Fourteen different landowners own the properties, set in parcels in a neighborhood near the southwest corner of the landfill. The county also looked at an alternative property, over 500 acres located across Prairie View Road and owned by one source.
Flathead County has been considering the two options for future landfill expansion for over a year. The current landfill, which has 275 acres for approved use, is projected to fill up by 2055. The county’s long-term waste management plan, which extends to the year 2108, projects an increase in waste and households in the valley in the next century.
Expansion will likely be necessary, the plan indicated.
With that in mind, the county began looking into purchasing property near the landfill.

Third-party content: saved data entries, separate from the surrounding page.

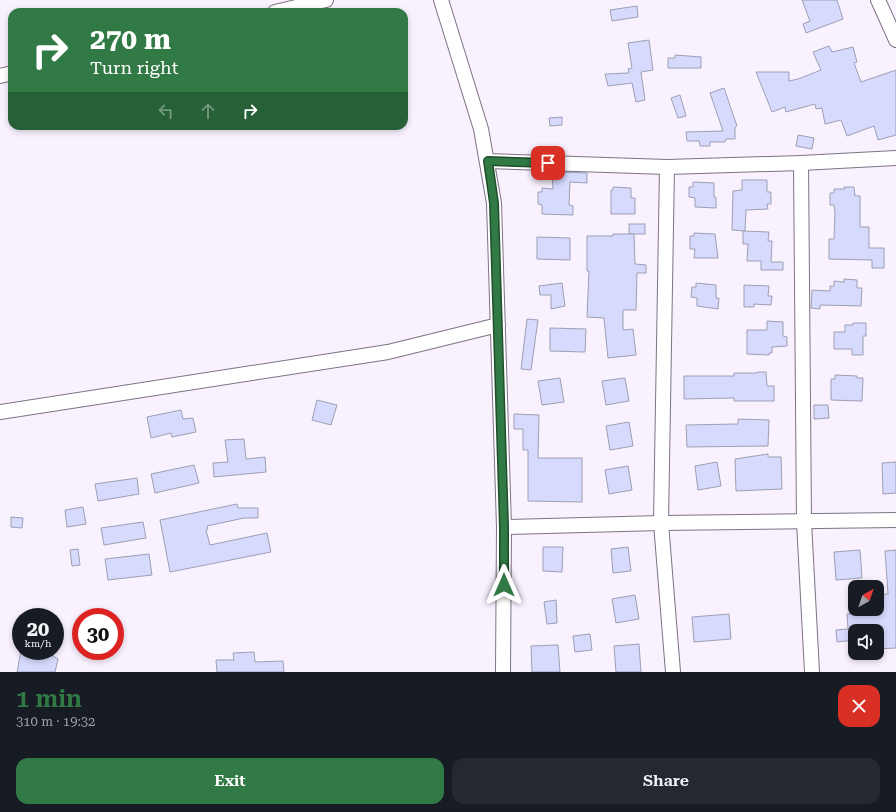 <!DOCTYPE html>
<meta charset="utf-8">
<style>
body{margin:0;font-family:"Roboto Serif",serif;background:#242831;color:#f1f3f6;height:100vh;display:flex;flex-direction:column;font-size:15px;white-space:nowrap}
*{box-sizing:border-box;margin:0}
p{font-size:13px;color:#9ea1a6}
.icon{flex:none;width:22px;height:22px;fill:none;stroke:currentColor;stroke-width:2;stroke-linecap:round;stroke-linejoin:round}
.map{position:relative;height:672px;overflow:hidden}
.sheet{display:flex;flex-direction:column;background:#171b24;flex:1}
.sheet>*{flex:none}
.top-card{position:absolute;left:8px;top:8px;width:400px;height:122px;border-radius:12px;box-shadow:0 2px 6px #0003;background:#317945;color:#fff;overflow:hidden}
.needle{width:26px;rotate:40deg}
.tools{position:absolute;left:848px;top:580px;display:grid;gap:8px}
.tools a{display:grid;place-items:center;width:36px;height:36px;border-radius:8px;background:#171b24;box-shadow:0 2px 6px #0003;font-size:20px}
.speed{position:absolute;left:12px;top:608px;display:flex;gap:8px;font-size:20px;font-weight:700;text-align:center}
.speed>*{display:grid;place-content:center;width:52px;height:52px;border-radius:50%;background:#171b24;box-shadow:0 2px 6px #0003;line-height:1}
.speed small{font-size:10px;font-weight:400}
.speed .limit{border:6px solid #d22;background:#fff;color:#111}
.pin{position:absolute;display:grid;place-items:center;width:34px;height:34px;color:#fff;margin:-17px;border-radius:8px;box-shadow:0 2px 6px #0006}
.me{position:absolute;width:44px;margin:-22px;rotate:0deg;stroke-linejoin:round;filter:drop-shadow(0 0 3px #0008)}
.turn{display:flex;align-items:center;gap:14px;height:84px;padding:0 16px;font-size:18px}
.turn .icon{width:52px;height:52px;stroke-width:2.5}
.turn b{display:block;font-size:28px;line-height:34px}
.lanes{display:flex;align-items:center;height:38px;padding:0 16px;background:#0003;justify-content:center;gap:20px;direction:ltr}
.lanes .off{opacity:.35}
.round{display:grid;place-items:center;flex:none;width:42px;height:42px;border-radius:12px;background:#242831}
.headline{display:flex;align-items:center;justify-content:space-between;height:68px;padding:0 16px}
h1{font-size:24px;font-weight:600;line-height:30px;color:#317945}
.action{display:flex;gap:8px;margin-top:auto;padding:8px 16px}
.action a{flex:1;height:46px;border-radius:12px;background:#317945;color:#fff;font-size:16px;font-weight:600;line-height:46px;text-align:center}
.action a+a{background:#242831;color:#f1f3f6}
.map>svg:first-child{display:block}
</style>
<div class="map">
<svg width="896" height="672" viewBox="0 0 896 672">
<rect width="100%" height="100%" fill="#f9f1fe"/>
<g fill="#d6dafd" stroke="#9d9fb4">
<polygon points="802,0 837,0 843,19 806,33 803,24 810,21"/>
<polygon points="637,6 638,17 612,21 610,10"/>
<polygon points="649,40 653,70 641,72 645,100 636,102 632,83 608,86 605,74 629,73 628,69 632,68 628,43"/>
<polygon points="829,46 832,52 853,47 857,62 854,63 861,82 896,70 896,135 878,140 874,126 847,136 841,120 825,124 822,108 816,109 815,104 786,112 785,107 772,112 756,72 789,72 789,81 798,79 821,70 813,52"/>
<polygon points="675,55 701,57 701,68 668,68 668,58 675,58"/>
<polygon points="724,88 737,126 735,127 735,139 726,139 725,142 710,142 710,146 700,146 699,141 687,141 686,132 723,131 710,93"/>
<polygon points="680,95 686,116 678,118 671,98"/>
<polygon points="562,117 562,125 550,126 549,118"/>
<polygon points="798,135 814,138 812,149 796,146"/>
<polygon points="552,172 587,173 587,183 570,182 569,205 573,206 573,215 542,214 542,205 538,204 538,192 542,192 542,188 553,189"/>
<polygon points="742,180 767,180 767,192 771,192 771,204 767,204 768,209 746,210 745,231 732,230 733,191 742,190"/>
<polygon points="693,182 714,183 714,197 716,197 716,208 695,207 695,198 689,197 689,187 693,187"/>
<polygon points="613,187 631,188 631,198 635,198 635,214 611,214 611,190 613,190"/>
<polygon points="844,187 854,187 855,196 860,196 860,227 869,227 869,248 884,248 884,268 872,268 872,260 829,259 829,239 834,239 835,212 834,205 830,205 830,193 834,193 834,189 845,189"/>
<rect x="629" y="224" width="16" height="10"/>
<polygon points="743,231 769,232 768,241 772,241 771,262 783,262 783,270 761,270 761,261 747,261 748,244 743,244"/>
<polygon points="694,233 715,234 718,258 694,258 695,249 690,249 690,236 694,236"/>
<polygon points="613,234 634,234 635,264 646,265 646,273 637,273 636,310 623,310 623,330 633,329 636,355 608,358 604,318 587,317 589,271 587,271 587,236 613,236"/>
<polygon points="537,237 570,238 570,260 537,259"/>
<polygon points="844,279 857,280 857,288 862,288 861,306 820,305 820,309 811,308 812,290 830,291 830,286 834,286 834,281 844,282"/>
<polygon points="562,283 565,306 551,309 551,295 540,295 539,286"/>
<polygon points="696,283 716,285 716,298 719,298 718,309 697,306 697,298 691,297 692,287 696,287"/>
<polygon points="744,285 769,286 768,296 772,296 771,305 754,304 754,307 744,307"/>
<polygon points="527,319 538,320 531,370 521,369"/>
<polygon points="767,321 783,322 783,336 787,337 787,346 772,347 772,353 769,353 769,355 747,354 747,330 767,330"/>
<polygon points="853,323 866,323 866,336 863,336 863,355 852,355 852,349 834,349 834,332 845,332 845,325 853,325"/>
<polygon points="550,328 586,329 585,352 550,351"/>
<polygon points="757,372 766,372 767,386 774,386 774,401 734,401 734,398 684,399 684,376 734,376 734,373 757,373"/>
<polygon points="835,375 857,376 857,378 863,378 862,401 831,400 831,379 835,379"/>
<polygon points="560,378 564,402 542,405 538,381"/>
<polygon points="625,378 629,401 606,405 602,381"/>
<polygon points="317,400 337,405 331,425 312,420"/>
<polygon points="814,405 828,405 829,418 814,419"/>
<polygon points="181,410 183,419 193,418 196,432 172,437 171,433 151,438 147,417"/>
<polygon points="514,414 539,415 538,458 582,458 582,502 528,501 528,450 523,450 523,429 514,429"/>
<polygon points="738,419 769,420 768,446 687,447 686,425 738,424"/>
<polygon points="629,422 633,446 610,450 606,426"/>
<polygon points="244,439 246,459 265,457 266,472 214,477 213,463 228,462 225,440"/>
<polygon points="768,454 768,457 781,457 782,489 736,491 735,459"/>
<polygon points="717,462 721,486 698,490 695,466"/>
<polygon points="896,462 896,493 883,494 882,463"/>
<polygon points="194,465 199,483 155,493 151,474"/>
<polygon points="628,466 632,490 609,494 605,470"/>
<polygon points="137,478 139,494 98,501 95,484"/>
<polygon points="237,504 238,508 258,508 258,518 244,518 207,526 208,529 206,530 210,545 267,533 271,552 170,572 160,520"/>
<polygon points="83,507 86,524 67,527 65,510"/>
<polygon points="11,517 23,518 22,528 11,527"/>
<polygon points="143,522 146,538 104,545 101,528"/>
<polygon points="543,547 563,547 562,572 543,571"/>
<polygon points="628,547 631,571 613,573 611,549"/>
<polygon points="78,549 80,565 72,566 70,550"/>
<polygon points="860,550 862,578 836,580 834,552"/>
<polygon points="896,550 896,648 877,649 877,631 855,631 855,640 837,642 836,630 848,629 847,614 874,611 874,609 877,609 877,595 888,594 885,551"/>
<polygon points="149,554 152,575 108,580 105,559"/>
<polygon points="635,595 639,619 616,623 612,599"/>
<polygon points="556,600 557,623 547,624 544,602"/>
<polygon points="729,614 731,639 694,642 692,617"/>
<polygon points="590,634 592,650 575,652 573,636"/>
<polygon points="639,644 641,672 616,672 614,646"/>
<polygon points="558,645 560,672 532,672 531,646"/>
<polygon points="21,651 54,651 53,656 58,659 55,672 17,672"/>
<polygon points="254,652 255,662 283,661 284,672 217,672 216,660 234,660 233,653"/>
</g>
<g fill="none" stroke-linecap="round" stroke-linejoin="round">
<g stroke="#7e7385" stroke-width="16">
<g id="minor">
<polyline points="441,0 481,129 494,203 504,527 503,672"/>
<polyline points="878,0 896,40"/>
<polyline points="275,12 326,0"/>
<polyline points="0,76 12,73"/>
<polyline points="488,161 667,167 801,163 896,158"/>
<polyline points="801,163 804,522 812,672"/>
<polyline points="667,167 661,523 673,672"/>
<polyline points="0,412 388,352 498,325"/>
<polyline points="504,527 661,523 896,520"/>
</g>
</g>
<use href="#minor" stroke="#fff" stroke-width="14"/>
</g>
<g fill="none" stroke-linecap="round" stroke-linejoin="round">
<g stroke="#204f2d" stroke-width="10">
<polyline id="route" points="504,585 504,527 494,203 488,161 548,163"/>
</g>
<use href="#route" stroke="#317945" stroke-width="7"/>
</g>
</svg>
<div class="tools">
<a><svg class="needle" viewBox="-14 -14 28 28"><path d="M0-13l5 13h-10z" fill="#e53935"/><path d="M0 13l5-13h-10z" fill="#9ea1a6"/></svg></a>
<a><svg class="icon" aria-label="sound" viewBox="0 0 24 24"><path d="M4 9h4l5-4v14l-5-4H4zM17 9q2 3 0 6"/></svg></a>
</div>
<div class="speed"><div>20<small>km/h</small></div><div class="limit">30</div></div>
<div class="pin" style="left:548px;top:163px;background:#d93025"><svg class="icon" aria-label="arrive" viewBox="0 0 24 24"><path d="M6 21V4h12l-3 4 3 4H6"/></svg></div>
<svg class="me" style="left:504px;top:585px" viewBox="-20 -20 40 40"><path d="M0-17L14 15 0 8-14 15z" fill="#317945" stroke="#fff" stroke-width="4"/></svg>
<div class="top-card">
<div class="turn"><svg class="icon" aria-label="right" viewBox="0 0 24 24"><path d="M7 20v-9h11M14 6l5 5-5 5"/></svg><div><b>270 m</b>Turn right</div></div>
<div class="lanes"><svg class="icon off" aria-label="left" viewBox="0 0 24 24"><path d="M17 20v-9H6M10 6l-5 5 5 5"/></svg><svg class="icon off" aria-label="ahead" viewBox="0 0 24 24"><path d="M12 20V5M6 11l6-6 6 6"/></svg><svg class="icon" aria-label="right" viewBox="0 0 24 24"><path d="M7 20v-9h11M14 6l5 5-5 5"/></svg></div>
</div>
</div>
<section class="sheet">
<div class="headline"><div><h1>1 min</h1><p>310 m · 19:32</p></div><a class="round" style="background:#d93025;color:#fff"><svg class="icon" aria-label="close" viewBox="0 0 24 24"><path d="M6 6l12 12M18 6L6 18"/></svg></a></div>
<div class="action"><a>Exit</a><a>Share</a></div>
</section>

It has been an emotional process for many of the landowners, with several expressing sadness at potentially losing their family homes and others refuting the appraisal values of their properties.
Last year, the county sent out letters to the landowners that asked for their interest levels in selling, while also outlining several options for the landowners, including flat-out selling their property or not, as well as the option to sell to the county while maintaining a lease on the property until expansion takes place.
The discussion on landfill expansion in the past year has also prompted conversations on the county’s recycling abilities, and has drawn calls for a smarter, more-efficient landfill.
At the May 16 meeting, Flathead County Public Works Director Dave Prunty told the commissioners that he has met with 12 of the landowners in question, and it appears that nearly everyone is interested in selling.
Most are interested in new property appraisals, Prunty said.
Commissioners Pam Holmquist, Gary Krueger and Cal Scott voted to give county staff permission to begin pursuing the 14 parcels.